The South Korean Unification Ministry said the student indoctrination session is among the measures North Korea “halted due to the Covid-19 lockdown,” but it is now resuming. The last mass indoctrination session for overseas students was held in 2019. North Korea completely sealed its borders during the pandemic.

South Korean media quoted North Korean sources who said some of the overseas students are worried they will be forced to stay home if they are “caught dating, neglecting their studies, or [engaging in] other behavior deemed unpatriotic.”

Korea JoongAng Daily speculated on Thursday that Kim Jong-un wants to “tighten control over the younger generation in their 20s and 30s to prevent ideological deviations” and might be worried about “defections among young elites.”

North Korean Supreme Leader Kim Jong Un grimaces during a press conference on June 19, 2024, in Pyongyang, North Korea. (Contributor/Getty Images)

North Korean defections tripled in 2023 when the regime began reopening its borders. The defectors reported growing discontent with the Kim dictatorship as living conditions under his rule deteriorated.

The surge of defectors included an exceptionally large number of young people and higher-ranking political elites. They were also notably more willing to risk their lives to escape from North Korea, using risky methods such as fleeing to South Korea by sea.

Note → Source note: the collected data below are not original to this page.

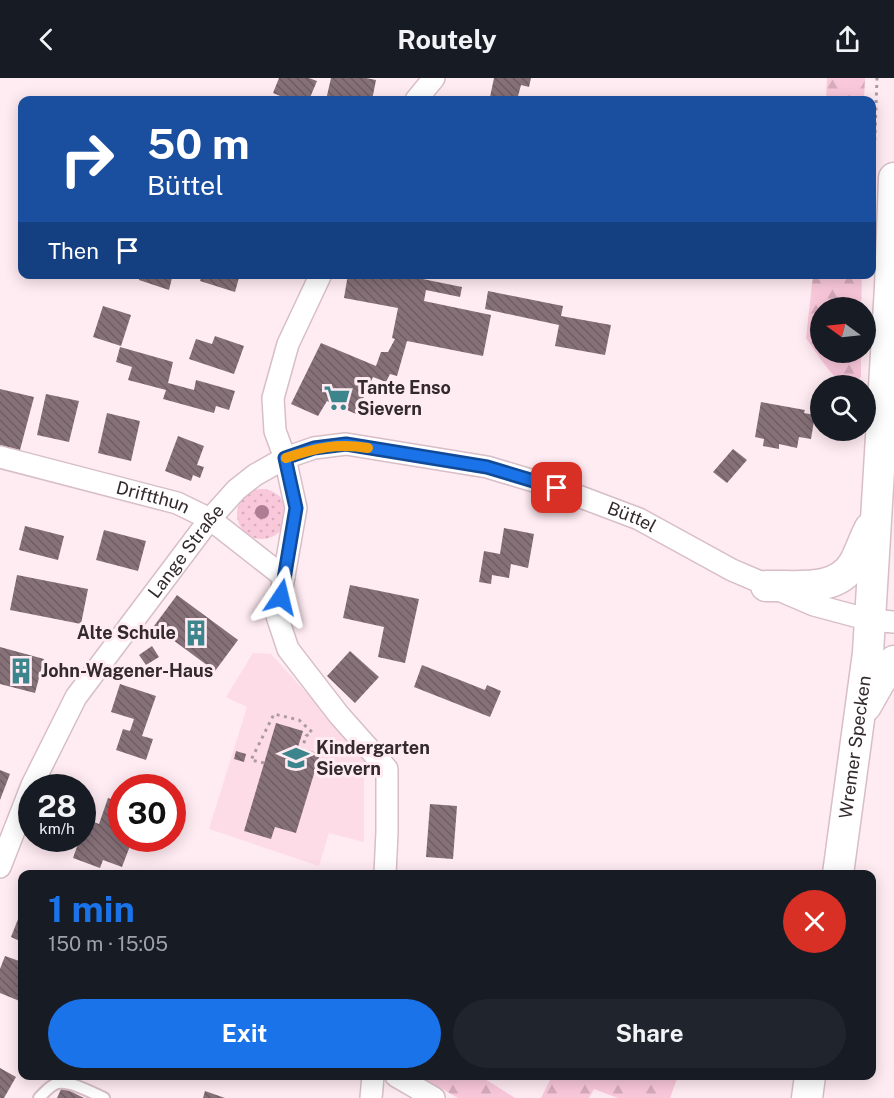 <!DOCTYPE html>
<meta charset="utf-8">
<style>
:root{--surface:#171b24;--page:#20242c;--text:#f1f3f6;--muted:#9ea1a6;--accent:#1a73e8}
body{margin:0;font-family:"Public Sans",sans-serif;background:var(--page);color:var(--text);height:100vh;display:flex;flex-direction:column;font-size:22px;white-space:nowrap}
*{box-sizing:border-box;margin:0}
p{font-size:20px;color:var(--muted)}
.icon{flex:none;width:33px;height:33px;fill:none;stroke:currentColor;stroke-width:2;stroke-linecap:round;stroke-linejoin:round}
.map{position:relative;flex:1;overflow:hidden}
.side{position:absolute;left:18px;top:792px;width:858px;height:210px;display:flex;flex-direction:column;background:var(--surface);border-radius:12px;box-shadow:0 3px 15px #0003}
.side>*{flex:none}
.banner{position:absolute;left:18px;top:18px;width:858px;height:183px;border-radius:12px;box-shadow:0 3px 15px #0003;background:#1a4fa0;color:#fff;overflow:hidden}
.needle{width:39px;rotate:285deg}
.buttons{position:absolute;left:810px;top:219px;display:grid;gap:12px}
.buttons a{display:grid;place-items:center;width:66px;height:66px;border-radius:50%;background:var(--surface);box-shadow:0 3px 15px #0003;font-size:30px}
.speed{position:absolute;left:18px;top:696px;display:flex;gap:12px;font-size:30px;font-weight:700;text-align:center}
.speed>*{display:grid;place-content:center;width:78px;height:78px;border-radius:50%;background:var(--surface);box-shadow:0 3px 15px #0003;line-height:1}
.speed small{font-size:15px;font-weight:400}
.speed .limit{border:9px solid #d22;background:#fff;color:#111}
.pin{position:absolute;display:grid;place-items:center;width:51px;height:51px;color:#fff;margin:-26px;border-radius:12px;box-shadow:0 3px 9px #0006}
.me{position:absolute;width:66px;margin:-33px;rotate:10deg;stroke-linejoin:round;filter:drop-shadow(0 0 4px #0008)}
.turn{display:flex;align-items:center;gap:21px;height:126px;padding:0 30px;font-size:27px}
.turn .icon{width:78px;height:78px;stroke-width:2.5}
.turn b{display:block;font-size:42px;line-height:51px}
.then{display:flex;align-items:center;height:57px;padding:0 30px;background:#0003;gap:12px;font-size:22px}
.round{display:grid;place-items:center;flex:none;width:63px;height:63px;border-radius:32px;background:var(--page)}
.headline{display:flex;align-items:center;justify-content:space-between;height:102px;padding:0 30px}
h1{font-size:36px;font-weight:700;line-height:45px;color:var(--accent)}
.cta{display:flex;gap:12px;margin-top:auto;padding:12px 30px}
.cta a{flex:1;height:69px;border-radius:36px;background:var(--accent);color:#fff;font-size:24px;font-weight:700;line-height:69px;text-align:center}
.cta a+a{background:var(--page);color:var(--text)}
header{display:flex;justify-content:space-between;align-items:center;height:78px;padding:0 30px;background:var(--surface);font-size:27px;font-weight:700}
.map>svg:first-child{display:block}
</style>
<header><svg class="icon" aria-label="back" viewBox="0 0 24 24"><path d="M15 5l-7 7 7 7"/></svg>Routely<svg class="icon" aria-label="share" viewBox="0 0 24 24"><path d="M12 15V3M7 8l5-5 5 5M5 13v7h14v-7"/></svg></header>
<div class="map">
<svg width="894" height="1020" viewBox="0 0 894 1020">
<defs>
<pattern id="forest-firs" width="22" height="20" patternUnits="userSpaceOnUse" patternTransform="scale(1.5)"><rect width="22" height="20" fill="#fac8db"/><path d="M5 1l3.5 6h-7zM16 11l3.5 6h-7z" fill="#d7acbc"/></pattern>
<pattern id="park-dots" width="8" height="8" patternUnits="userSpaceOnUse" patternTransform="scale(1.5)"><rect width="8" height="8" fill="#fac8db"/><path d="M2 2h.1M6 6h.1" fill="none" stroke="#d7acbc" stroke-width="1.8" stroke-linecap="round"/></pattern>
<pattern id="building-back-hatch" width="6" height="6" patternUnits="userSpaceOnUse" patternTransform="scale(1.5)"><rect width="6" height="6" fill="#877179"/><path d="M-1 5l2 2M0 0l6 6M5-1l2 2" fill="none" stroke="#6f5d64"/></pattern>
</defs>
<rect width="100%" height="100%" fill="#ffebf2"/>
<polygon fill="#fddce8" points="253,575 271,576 331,642 364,683 364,764 329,755 319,788 209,751 247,629 226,619"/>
<g fill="url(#forest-firs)">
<polygon points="827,0 865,0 864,22 826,22"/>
<path d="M 813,197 L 862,197 L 861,229 L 820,230 L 820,274 L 861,275 L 861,299 C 858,302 853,307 849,308 C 837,308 813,270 806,260 Z"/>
<polygon points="420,998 480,998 515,1020 458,1020"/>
<polygon points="552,998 678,998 670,1020 618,1020 594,1011 589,1020 541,1020"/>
</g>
<circle fill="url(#park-dots)" cx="262" cy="436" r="25"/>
<g fill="url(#building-back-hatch)">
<polygon points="279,0 309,0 317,3 309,22 300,19 299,22 290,22 273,15"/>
<polygon points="331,0 366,0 376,2 372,22 326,22"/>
<polygon points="494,0 531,0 529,9 521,7 517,22 490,19"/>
<polygon points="140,196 173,196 169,212 139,202"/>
<polygon points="202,196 240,196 235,214 200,203"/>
<polygon points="348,196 398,196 462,209 460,219 426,212 424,223 491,237 483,278 407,263 397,298 390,296 386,304 373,299 356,336 327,323 318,338 291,326 321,265 376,288 381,274 388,274 395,261 392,260 398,230 344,220"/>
<polygon points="488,213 563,228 561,238 611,247 605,277 555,268 559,247 485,231"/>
<polygon points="103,228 131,237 121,268 93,259"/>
<polygon points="215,258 244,268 234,296 189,281 196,261 212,266"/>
<polygon points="120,269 173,284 168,305 194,312 196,302 235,313 229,332 216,328 214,335 163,321 166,312 128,302 132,289 116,284"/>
<polygon points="0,311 34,319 20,372 0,367"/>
<polygon points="46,316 79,323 69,364 37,357"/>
<polygon points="761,324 805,332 804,335 815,337 811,361 799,359 797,370 779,366 779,371 763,368 764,361 755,359"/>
<polygon points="107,335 140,343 131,383 98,375"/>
<polygon points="178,358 204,368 197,387 204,389 200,400 193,397 191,403 165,393"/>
<polygon points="733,371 747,382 727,405 713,394"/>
<polygon points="25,448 64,458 58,482 19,472"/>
<polygon points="504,450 534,456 528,490 511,486 509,500 492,497 491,506 479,504 484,473 500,476"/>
<polygon points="104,452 146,463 138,493 96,482"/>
<polygon points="17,497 88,511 81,546 10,532"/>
<polygon points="350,507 419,521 405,585 378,579 384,549 343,540"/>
<polygon points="177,517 238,562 215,593 154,548"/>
<polygon points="152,568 159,579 146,587 139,577"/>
<polygon points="0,569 44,581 35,615 0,606"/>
<polygon points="350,573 379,599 355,625 327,598"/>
<polygon points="422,587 485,612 487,607 501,613 490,639 414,609"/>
<polygon points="120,606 156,618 142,658 153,661 146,682 116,672 123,651 130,653 134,641 111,634"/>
<polygon points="276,645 303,653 298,669 320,676 296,755 275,749 271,761 244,753"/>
<polygon points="236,673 246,676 244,684 234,681"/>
<polygon points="0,692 10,696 0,722"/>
<polygon points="108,720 122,725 122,760 133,760 122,789 103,782 100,790 73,780 80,760 82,760 87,741 99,746"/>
<polygon points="430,726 457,728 453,781 426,779"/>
<polygon points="22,831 22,864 11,859"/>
<polygon points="5,878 22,884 22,924 0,915 0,891"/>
<polygon points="0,990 16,999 4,1020 0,1020"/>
<polygon points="62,1009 84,1020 57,1020"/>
<polygon points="205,1013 225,1020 203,1020"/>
</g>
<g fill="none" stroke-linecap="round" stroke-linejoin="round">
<g stroke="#d7bec7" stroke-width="14">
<path id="lane" d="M 39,1020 C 44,1015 50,1007 58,1005 C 72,1003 92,1015 104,1020"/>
</g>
<g stroke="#d7bec7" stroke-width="24">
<g id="street">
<polyline points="416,22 434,0"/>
<polyline points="321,196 288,266 273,320 275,353 285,380 296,430 277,538 288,571 339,637 387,691 387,754 385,796"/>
<path id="s1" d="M 0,379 L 177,425 L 210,441 L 284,499"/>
<path id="s2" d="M 0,789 L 32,707 L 76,619 L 210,441 L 236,412 L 255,397 L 285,380 L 314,370 L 346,366 L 487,389 L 557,410 L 639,441 L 732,492 L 814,527 L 870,542 L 894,544"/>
<polyline points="396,998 434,1020"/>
<polyline points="371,1020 373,998"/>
</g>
</g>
<g stroke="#d7bec7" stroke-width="33">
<g id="secondary">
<path d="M 766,508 C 795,507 837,515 854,485 C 860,474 864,461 870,450"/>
<polyline points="866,628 879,605 894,583"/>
<path id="s3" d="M 838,796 L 868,575 L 890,209 L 894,100"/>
<polyline points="807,1020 810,998"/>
</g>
</g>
<g stroke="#ab9ba1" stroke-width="3" stroke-dasharray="3 4.5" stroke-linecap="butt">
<polyline points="874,85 877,0"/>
<polyline points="264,685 251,682 274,636 299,642 312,654 306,658 302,671"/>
</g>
<use href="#lane" stroke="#fff" stroke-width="10"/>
<use href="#street" stroke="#fff" stroke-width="21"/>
<use href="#secondary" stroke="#fff" stroke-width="30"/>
</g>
<circle fill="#af7c94" cx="262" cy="434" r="7"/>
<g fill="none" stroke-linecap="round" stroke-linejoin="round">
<g stroke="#114b97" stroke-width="15">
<polyline id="route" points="281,519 296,430 285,380 314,370 346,366 487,389 557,410"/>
</g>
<use href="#route" stroke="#1a73e8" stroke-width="10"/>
<path stroke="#f59e0b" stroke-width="10" d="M 286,380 C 315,370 337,365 368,370"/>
</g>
<defs>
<g id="supermarket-bare" transform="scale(2.07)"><path d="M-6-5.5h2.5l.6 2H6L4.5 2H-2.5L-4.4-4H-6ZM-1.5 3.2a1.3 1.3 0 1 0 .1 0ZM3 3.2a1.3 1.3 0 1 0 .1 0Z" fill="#3d858c" stroke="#ffebf2" stroke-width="2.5" paint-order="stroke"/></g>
<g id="building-bare" transform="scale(2.07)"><path d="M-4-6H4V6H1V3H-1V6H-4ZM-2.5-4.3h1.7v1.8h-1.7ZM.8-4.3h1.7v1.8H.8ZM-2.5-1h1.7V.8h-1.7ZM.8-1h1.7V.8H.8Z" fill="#3d858c" stroke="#ffebf2" stroke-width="2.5" paint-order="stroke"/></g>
<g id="school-bare" transform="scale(2.07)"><path d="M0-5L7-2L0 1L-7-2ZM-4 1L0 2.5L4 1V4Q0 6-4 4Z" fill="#3d858c" stroke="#ffebf2" stroke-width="2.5" paint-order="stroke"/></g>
</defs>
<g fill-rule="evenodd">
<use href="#supermarket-bare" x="337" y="320"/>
<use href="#building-bare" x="196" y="555"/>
<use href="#building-bare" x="21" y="593"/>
<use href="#school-bare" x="296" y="680"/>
</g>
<g text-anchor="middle" stroke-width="6" stroke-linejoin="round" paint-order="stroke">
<g font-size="18" font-weight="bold" fill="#332a2d" stroke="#ffebf2" text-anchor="start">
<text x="357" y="316">Tante Enso<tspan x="357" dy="21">Sievern</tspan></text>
<text x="176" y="561" text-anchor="end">Alte Schule</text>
<text x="41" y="599">John-Wagener-Haus</text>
<text x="316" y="676">Kindergarten<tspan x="316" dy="21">Sievern</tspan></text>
</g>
<g font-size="18" fill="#332a2d" stroke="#ffebf2">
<text dy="6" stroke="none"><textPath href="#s1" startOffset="158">Driftthun</textPath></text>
<text dy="6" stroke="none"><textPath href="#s2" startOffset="866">Büttel</textPath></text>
<text dy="6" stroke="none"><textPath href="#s2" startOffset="369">Lange Straße</textPath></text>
<text dy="6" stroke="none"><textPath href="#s3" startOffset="128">Wremer Specken</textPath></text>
</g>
</g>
</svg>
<div class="buttons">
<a><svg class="needle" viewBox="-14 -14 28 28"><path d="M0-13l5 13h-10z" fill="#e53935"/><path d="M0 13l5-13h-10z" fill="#9ea1a6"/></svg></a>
<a><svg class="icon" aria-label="search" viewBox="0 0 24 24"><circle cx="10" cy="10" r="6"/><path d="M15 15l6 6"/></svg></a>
</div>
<div class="speed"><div>28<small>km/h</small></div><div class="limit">30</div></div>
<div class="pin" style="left:557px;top:410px;background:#d93025"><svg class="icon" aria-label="arrive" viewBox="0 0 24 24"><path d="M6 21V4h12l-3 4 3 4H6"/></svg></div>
<svg class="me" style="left:281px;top:519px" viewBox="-20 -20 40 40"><path d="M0-17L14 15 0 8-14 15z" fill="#1a73e8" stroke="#fff" stroke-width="4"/></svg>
<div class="banner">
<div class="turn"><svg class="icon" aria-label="right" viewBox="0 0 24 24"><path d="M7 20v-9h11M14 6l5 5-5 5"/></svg><div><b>50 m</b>Büttel</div></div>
<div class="then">Then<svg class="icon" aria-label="arrive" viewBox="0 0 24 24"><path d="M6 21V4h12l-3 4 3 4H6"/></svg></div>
</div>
<section class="side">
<div class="headline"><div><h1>1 min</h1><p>150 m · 15:05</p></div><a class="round" style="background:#d93025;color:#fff"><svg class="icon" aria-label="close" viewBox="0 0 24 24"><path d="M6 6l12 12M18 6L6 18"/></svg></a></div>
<div class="cta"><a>Exit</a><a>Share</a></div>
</section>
</div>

South Korean officials said they were keenly interested in monitoring the effects of the regime’s indoctrination order on students abroad, presumably wondering if some of them might be motivated to make a long-delayed bid for freedom because they fear what will happen to them if they return home.

The political indoctrination imposed on returning students will most likely include renewed hatred of South Korea and especially its current president, Yoon Suk-yeol.

President of the Republic of Korea Yoon Suk Yeol during a press conference at Binnenhof on December 13, 2023, in The Hague, Netherlands. (Patrick van Katwijk/WireImage/Getty Images)

North Korea’s “Socialist Patriotic Youth League” observed 2024’s June 25 anniversary of the beginning of the Korean War by urging young people, especially North Korean youth traveling abroad, to call for Yoon’s impeachment. The youth league has reportedly been distributing anti-Yoon indoctrination materials in North Korean classrooms, including information about South Korean student activists who want Yoon impeached.

“The lectures based on this materials begin with criticism of Yoon, the president of puppet South Korea, as a warmonger and fascist dictator, along with propaganda that the struggle of youth to impeach him is becoming a mass struggle,” North Korean sources said.